Bild: Die Nachtigall von Köln: Ausschnitt eines Coverfotos von Yüksel Oezkasap
In vielen türkischen Familien gibt es „Gurbetçiler“. Menschen, die in der
Fremde leben und ihre Erlebnisse aus der Ferne den Verwandten zu Hause
berichten. Aber es gibt nur einen Gurbetçi in Almanya, der beim Erzählen
auf den Flügeln einer Saz und einer Wah-Wah-Gitarre davonschwebt und in
spacigen Gefilden landet, noch nicht ganz in der Disco, aber auch nicht
mehr im Folk. Dieser Gurbetçi taucht in dem sagenhaften Song [1][„Liebe
Gabi“ vom Duo Derdiyoklar] aus dem Jahr 1981 auf.

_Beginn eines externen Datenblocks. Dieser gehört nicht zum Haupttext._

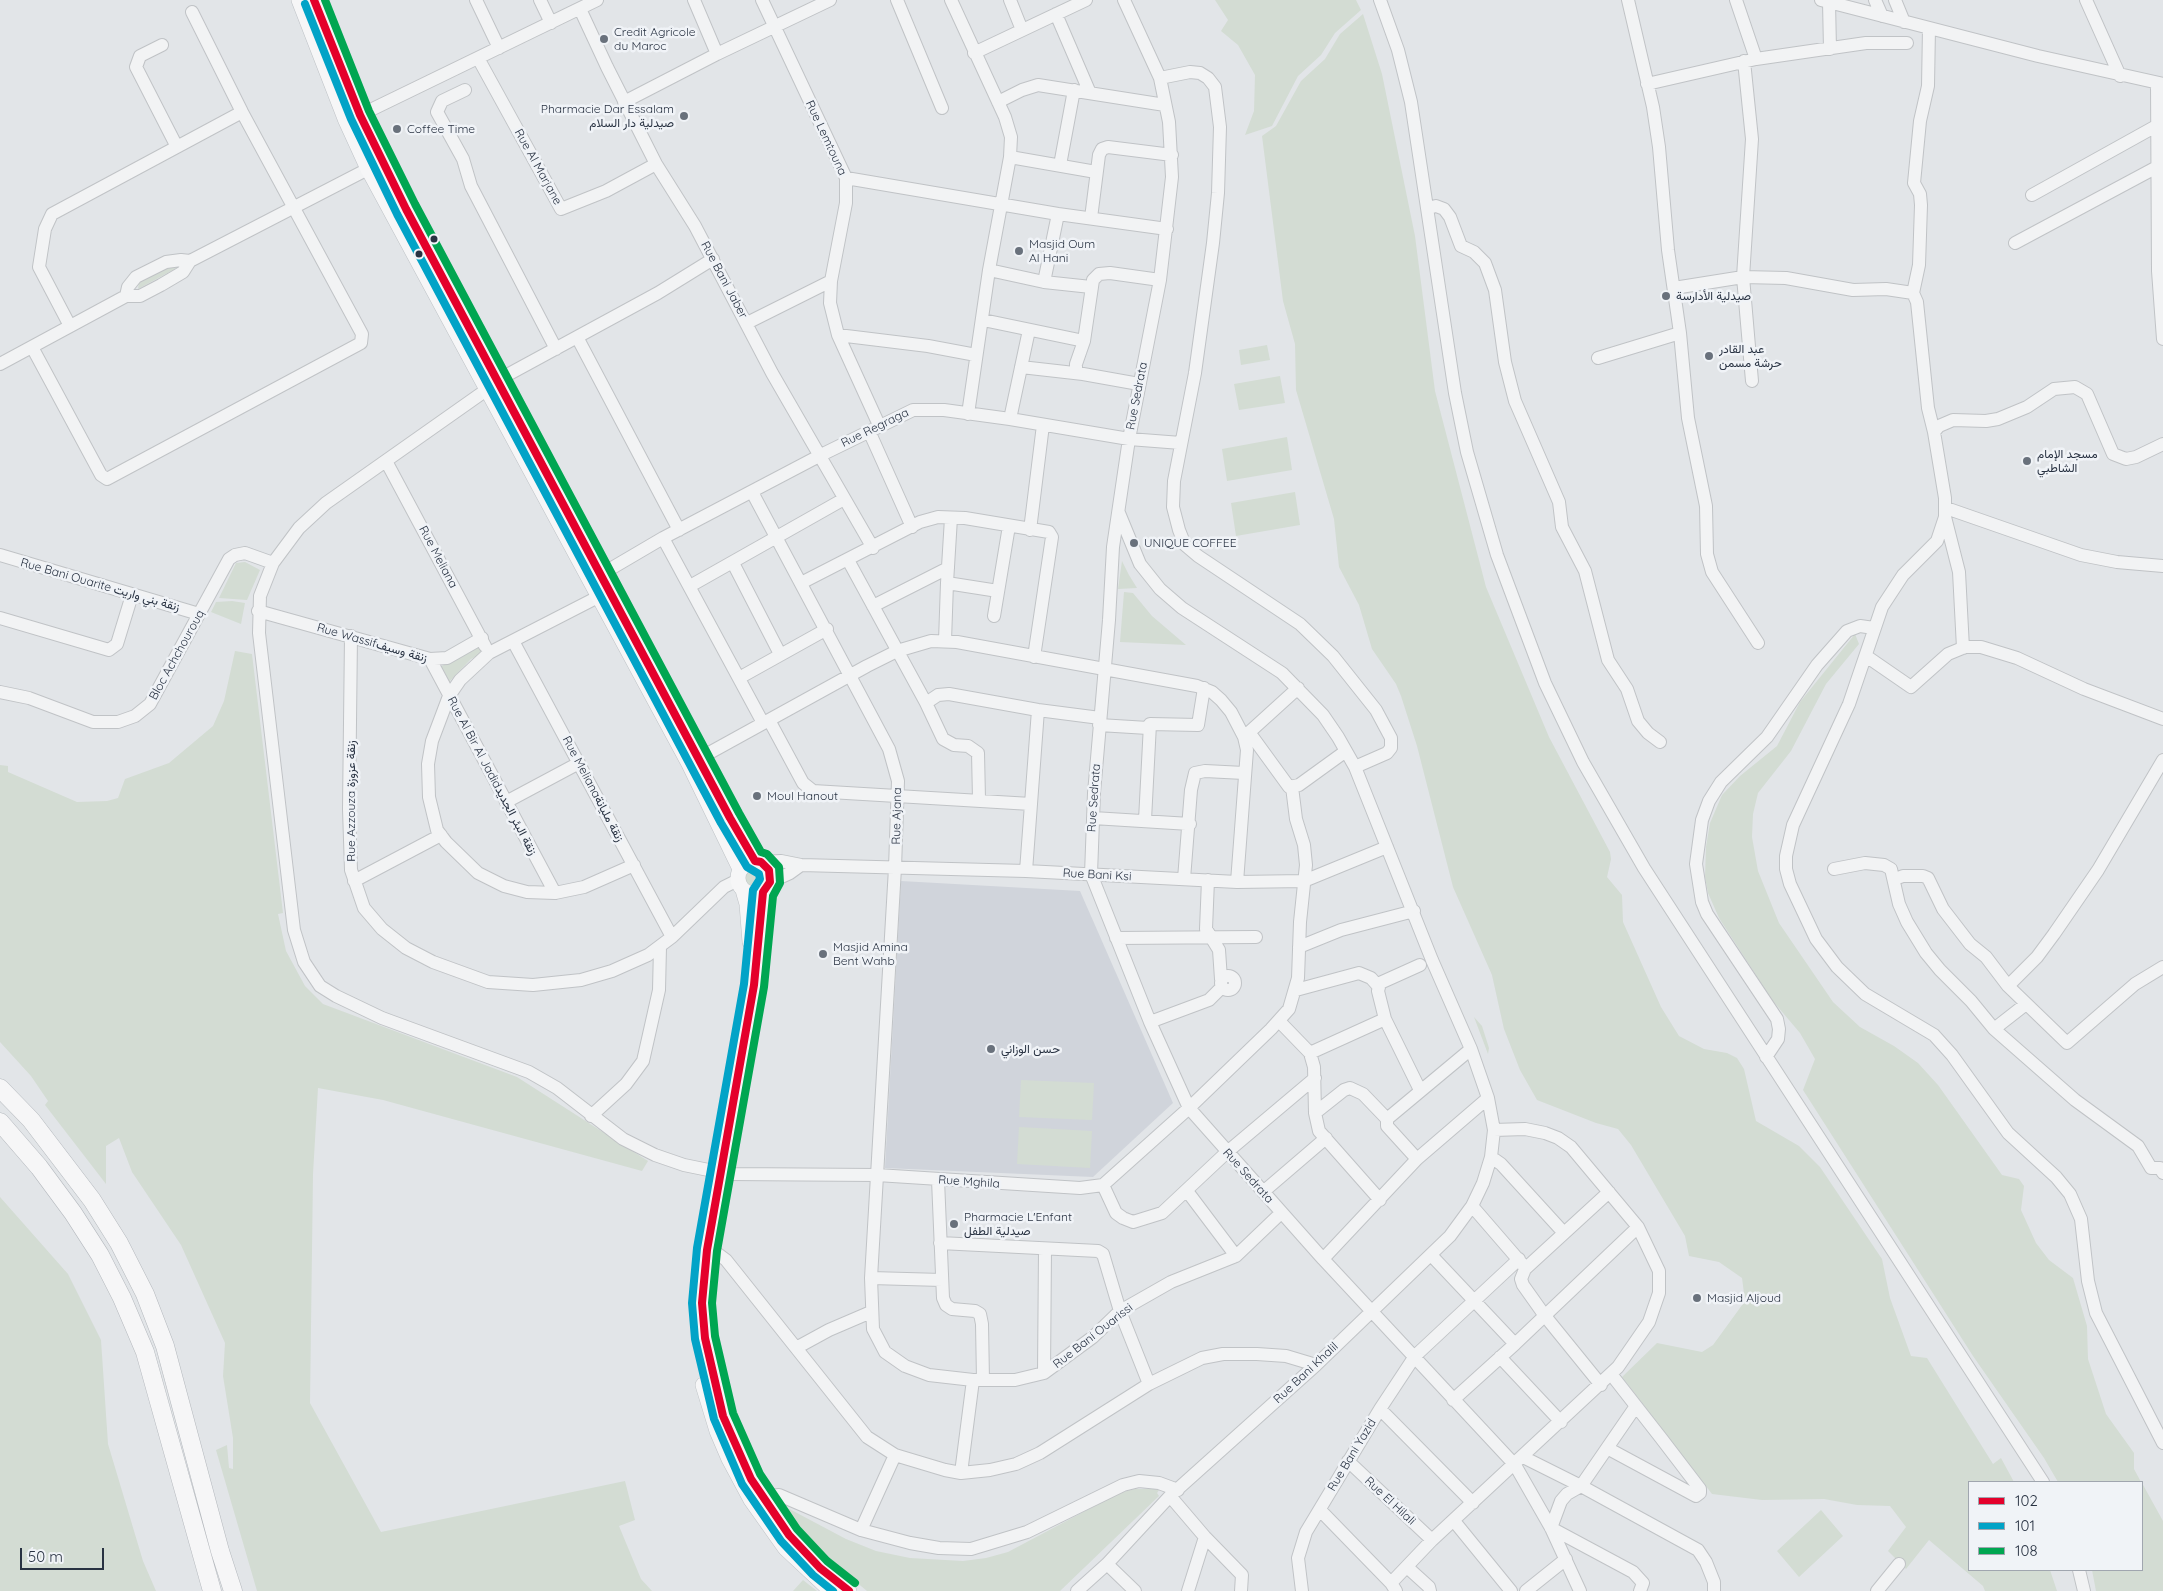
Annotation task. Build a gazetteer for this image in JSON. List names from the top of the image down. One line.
{"streets":{"street":["Rue Lemtouna","Rue Al Marjane","Rue Bani Jaber","Rue Sedrata","Rue Regraga","Rue Meliana","Rue Bani Ouarite زنقة بني واريت","Rue Wassifزنقة وسيف","Bloc Achchourouq","Rue Al Bir Al Jadidزنقة البئر الجديد","Rue Melianaزنقة مليانة","Rue Azzouza زنقة عزوزة","Rue Ajana","Rue Bani Ksi","Rue Mghila","Rue Bani Ouarissi","Rue Bani Khalil","Rue Bani Yazid","Rue El Hilali"]},"crossings":[["Rue Lemtouna","Rue Regraga"],["Rue Al Marjane","Rue Bani Jaber"],["Rue Bani Jaber","Rue Regraga"],["Rue Bani Jaber","Rue Mghila"],["Rue Sedrata","Rue Regraga"],["Rue Sedrata","Rue Bani Ksi"],["Rue Sedrata","Rue Bani Ouarissi"],["Rue Sedrata","Rue Bani Khalil"],["Rue Sedrata","Rue Bani Yazid"],["Rue Regraga","Rue Ajana"],["Rue Meliana","Rue Wassifزنقة وسيف"],["Rue Meliana","Rue Mghila"],["Rue Bani Ouarite زنقة بني واريت","Bloc Achchourouq"],["Rue Wassifزنقة وسيف","Rue Al Bir Al Jadidزنقة البئر الجديد"],["Rue Wassifزنقة وسيف","Rue Azzouza زنقة عزوزة"],["Rue Wassifزنقة وسيف","Rue Mghila"],["Bloc Achchourouq","Rue Mghila"],["Rue Melianaزنقة مليانة","Rue Azzouza زنقة عزوزة"],["Rue Azzouza زنقة عزوزة","Rue Bani Ksi"],["Rue Ajana","Rue Bani Ksi"],["Rue Ajana","Rue Mghila"],["Rue Ajana","Rue Bani Ouarissi"],["Rue Bani Ksi","Rue Bani Khalil"],["Rue Mghila","Rue Bani Ouarissi"],["Rue Bani Yazid","Rue El Hilali"]],"places":["Credit Agricole du Maroc","Pharmacie Dar Essalam صيدلية دار السلام","Coffee Time","Masjid Oum Al Hani","صيدلية الأدارسة","عبد القادر حرشة مسمن","مسجد الإمام الشاطبي","UNIQUE COFFEE","Moul Hanout","Masjid Amina Bent Wahb","حسن الوزاني","Pharmacie L'Enfant صيدلية الطفل","Masjid Aljoud"],"lines":["transit line 102","transit line 108","transit line 101"],"legend":["102","101","108"],"scale_bar":"50 m"}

Er leidet bitterlich, trotzdem will er nicht mehr zurück in die Türkei,
denn er ist längst verwurzelt in Westdeutschland, was im Fall von
Derdiyoklar damals der Großraum [2][Stuttgart] war. Weil ihm dort die
Anerkennung fehlt, er sich ausgenutzt fühlt und diskriminiert, singt der
Vortragende zweisprachig über erlittenes Unrecht.

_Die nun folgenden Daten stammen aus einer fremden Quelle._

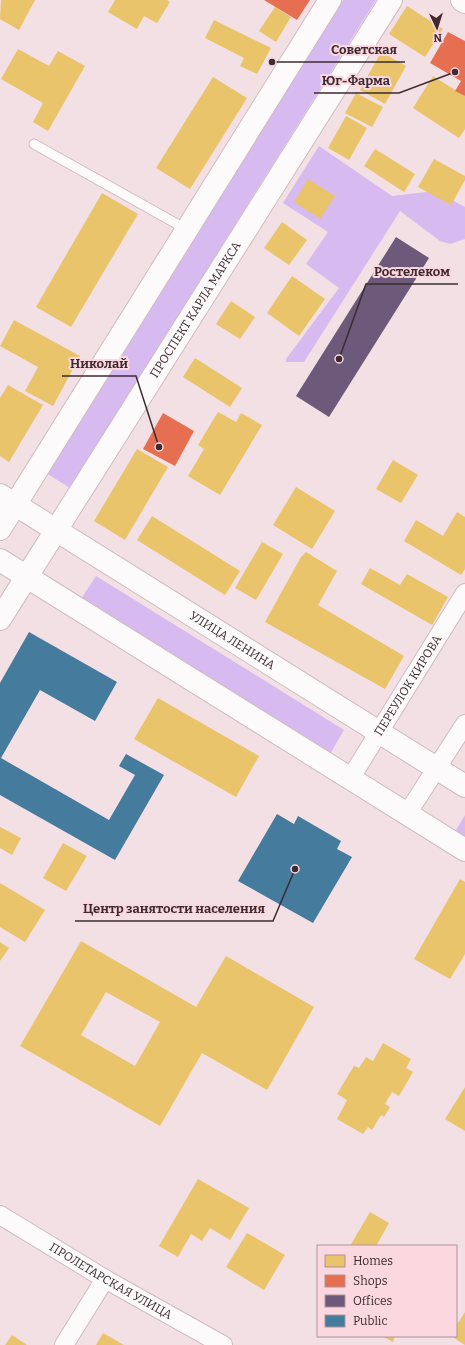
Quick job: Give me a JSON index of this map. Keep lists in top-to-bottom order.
{
  "streets": {
    "main road": ["ПРОСПЕКТ КАРЛА МАРКСА", "УЛИЦА ЛЕНИНА"],
    "street": ["ПЕРЕУЛОК КИРОВА", "ПРОЛЕТАРСКАЯ УЛИЦА"]
  },
  "crossings": [
    ["ПРОСПЕКТ КАРЛА МАРКСА", "УЛИЦА ЛЕНИНА"],
    ["УЛИЦА ЛЕНИНА", "ПЕРЕУЛОК КИРОВА"]
  ],
  "places": [
    "Советская",
    "Юг-Фарма",
    "Ростелеком",
    "Николай",
    "Центр занятости населения"
  ],
  "legend": [
    "Homes",
    "Shops",
    "Offices",
    "Public"
  ],
  "north": "bottom"
}
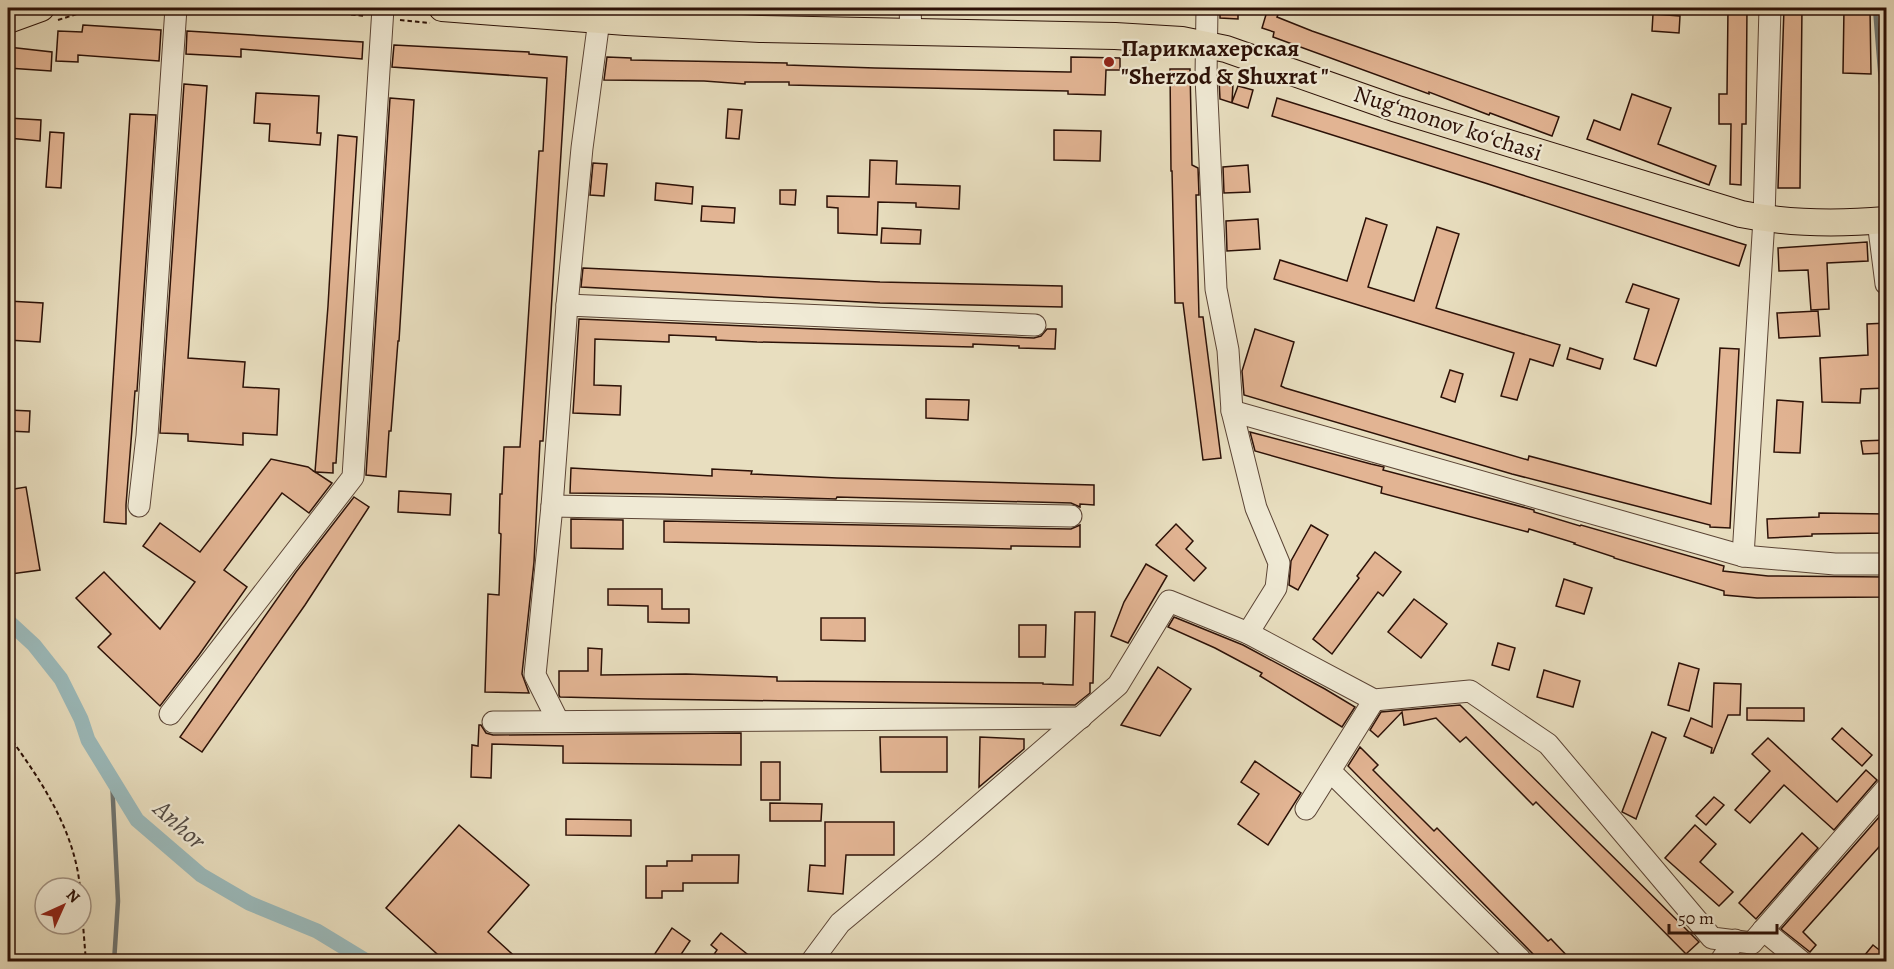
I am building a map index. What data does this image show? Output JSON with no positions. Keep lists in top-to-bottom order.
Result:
{
  "streets": {
    "main road": ["Nugʻmonov koʻchasi"]
  },
  "water": ["Anhor"],
  "places": ["Парикмахерская \"Sherzod & Shuxrat \""],
  "scale_bar": "50 m",
  "north": "top right"
}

Einer deutschen Freundin berichtet er, was alles falsch läuft: „Helmut Kohl
und auch Strauß le le liebe Gabi / Wollen Ausländer raus le le liebe Gabi /
Bizler insan değil miyiz le le liebe Gabi / Severek yaşamak varken le le
liebe Gabi / Şimdi bir de vize cıktı le le liebe gabi / Nice gönülleri
yıktı le le liebe Gabi / Gurbetçiler dertten bıktı le le liebe Gabi /
Gülerek yaşamak varken le le liebe Gabi.“
## Ehrenwerte Menschen
„Sind wir etwa keine ehrenwerten Menschen?“ (Bizler insan değil miyiz) ist
eine rhetorische Frage und sie wird durch das psychedelisch gestotterte „le
le liebe Gabi“ verstärkt. Der nachgeschobene Satz „Jetzt wurde auch ein
Visum ausgestellt“ (Şimdi bir de vize cıktı) wird durch den
charakteristischen Klang von Saz und der Wah-Wah-Gitarre gepolstert. Musik
und Text machen „Liebe Gabi“ von Derdiyoklar zu einer Preziose, für die
eigens das Genre Disco-Folk erfunden worden zu sein scheint.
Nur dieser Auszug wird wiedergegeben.